YOUR INSTRUCTIONS:
Retype the listing exactly as it stands, and keep every image out.

Start of INFORMATION SUPPLIED

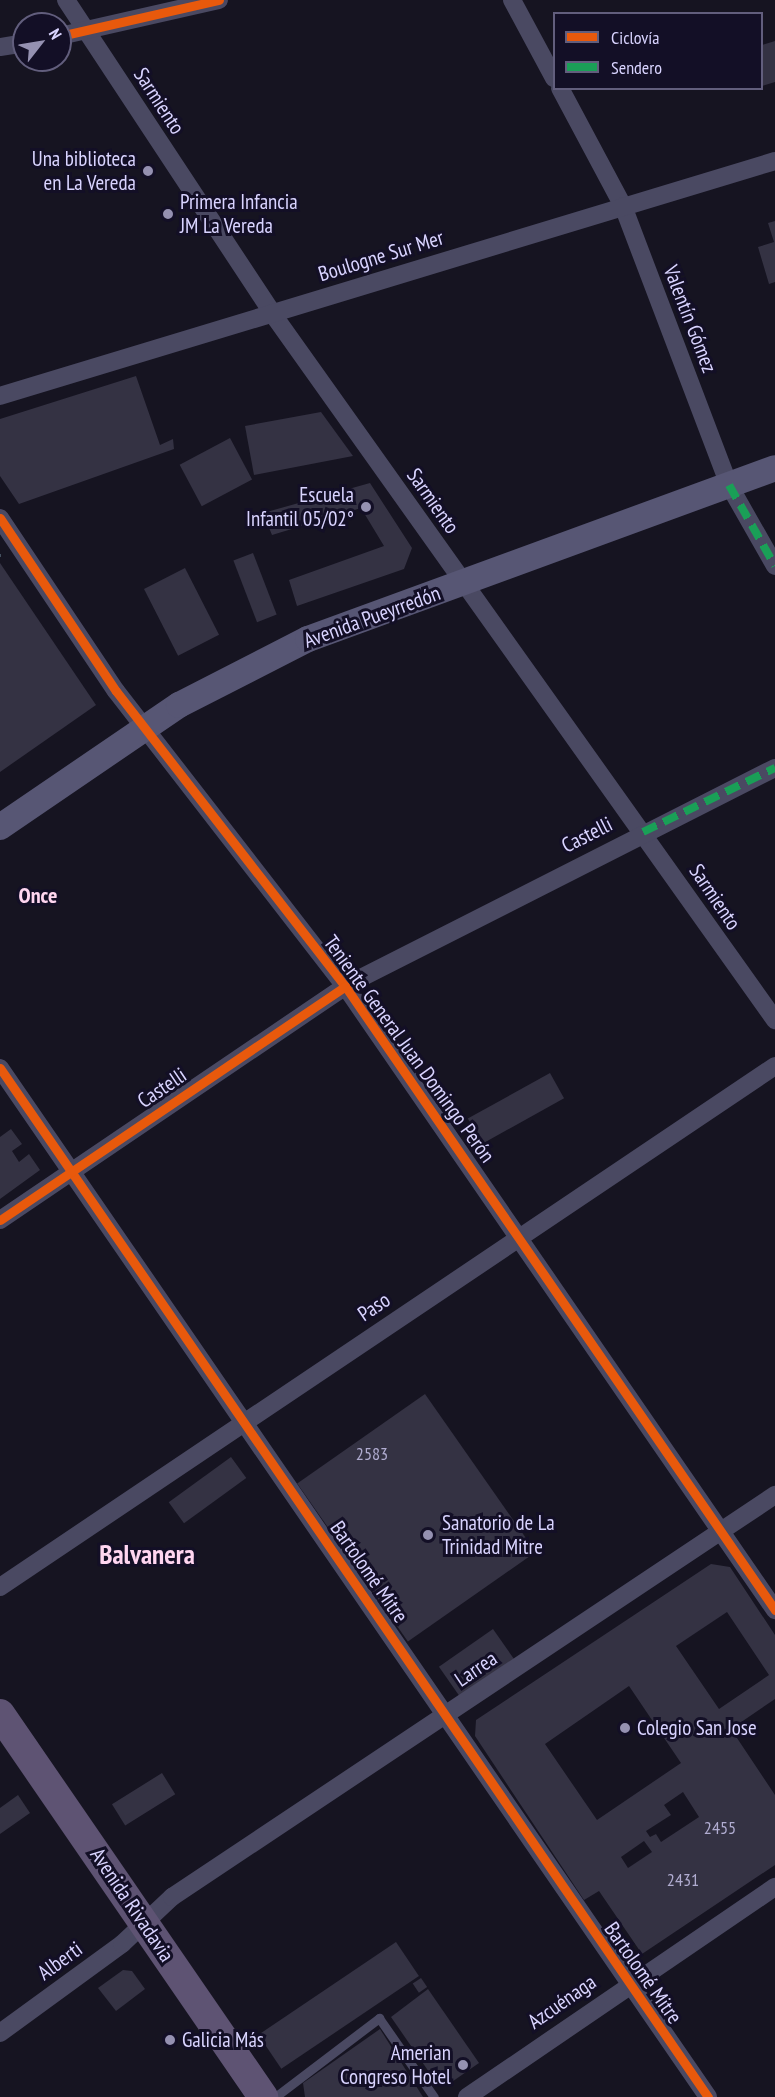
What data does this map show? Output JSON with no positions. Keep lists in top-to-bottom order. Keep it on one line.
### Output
{"streets":{"main road":["Avenida Pueyrredón","Avenida Rivadavia"],"street":["Sarmiento","Boulogne Sur Mer","Valentín Gómez","Castelli","Teniente General Juan Domingo Perón","Paso","Bartolomé Mitre","Larrea","Alberti","Azcuénaga"]},"crossings":[["Sarmiento","Boulogne Sur Mer"],["Sarmiento","Avenida Pueyrredón"],["Sarmiento","Castelli"],["Boulogne Sur Mer","Valentín Gómez"],["Valentín Gómez","Avenida Pueyrredón"],["Avenida Pueyrredón","Teniente General Juan Domingo Perón"],["Castelli","Teniente General Juan Domingo Perón"],["Castelli","Bartolomé Mitre"],["Teniente General Juan Domingo Perón","Paso"],["Teniente General Juan Domingo Perón","Larrea"],["Paso","Bartolomé Mitre"],["Bartolomé Mitre","Larrea"],["Bartolomé Mitre","Azcuénaga"],["Larrea","Avenida Rivadavia"],["Larrea","Alberti"],["Avenida Rivadavia","Alberti"]],"districts":["Once","Balvanera"],"places":["Una biblioteca en La Vereda","Primera Infancia JM La Vereda","Escuela Infantil 05/02°","Sanatorio de La Trinidad Mitre","Colegio San Jose","Galicia Más","Amerian Congreso Hotel"],"house_numbers":["2583","2455","2431"],"legend":["Ciclovía","Sendero"],"north":"top right"}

End of INFORMATION SUPPLIED

OUTPUT FOR THIS EXERCISE:
What data does this map show? Output JSON with no positions. Keep lists in top-to-bottom order. Keep it on one line.
### Output
{"streets":{"main road":["Avenida Pueyrredón","Avenida Rivadavia"],"street":["Sarmiento","Boulogne Sur Mer","Valentín Gómez","Castelli","Teniente General Juan Domingo Perón","Paso","Bartolomé Mitre","Larrea","Alberti","Azcuénaga"]},"crossings":[["Sarmiento","Boulogne Sur Mer"],["Sarmiento","Avenida Pueyrredón"],["Sarmiento","Castelli"],["Boulogne Sur Mer","Valentín Gómez"],["Valentín Gómez","Avenida Pueyrredón"],["Avenida Pueyrredón","Teniente General Juan Domingo Perón"],["Castelli","Teniente General Juan Domingo Perón"],["Castelli","Bartolomé Mitre"],["Teniente General Juan Domingo Perón","Paso"],["Teniente General Juan Domingo Perón","Larrea"],["Paso","Bartolomé Mitre"],["Bartolomé Mitre","Larrea"],["Bartolomé Mitre","Azcuénaga"],["Larrea","Avenida Rivadavia"],["Larrea","Alberti"],["Avenida Rivadavia","Alberti"]],"districts":["Once","Balvanera"],"places":["Una biblioteca en La Vereda","Primera Infancia JM La Vereda","Escuela Infantil 05/02°","Sanatorio de La Trinidad Mitre","Colegio San Jose","Galicia Más","Amerian Congreso Hotel"],"house_numbers":["2583","2455","2431"],"legend":["Ciclovía","Sendero"],"north":"top right"}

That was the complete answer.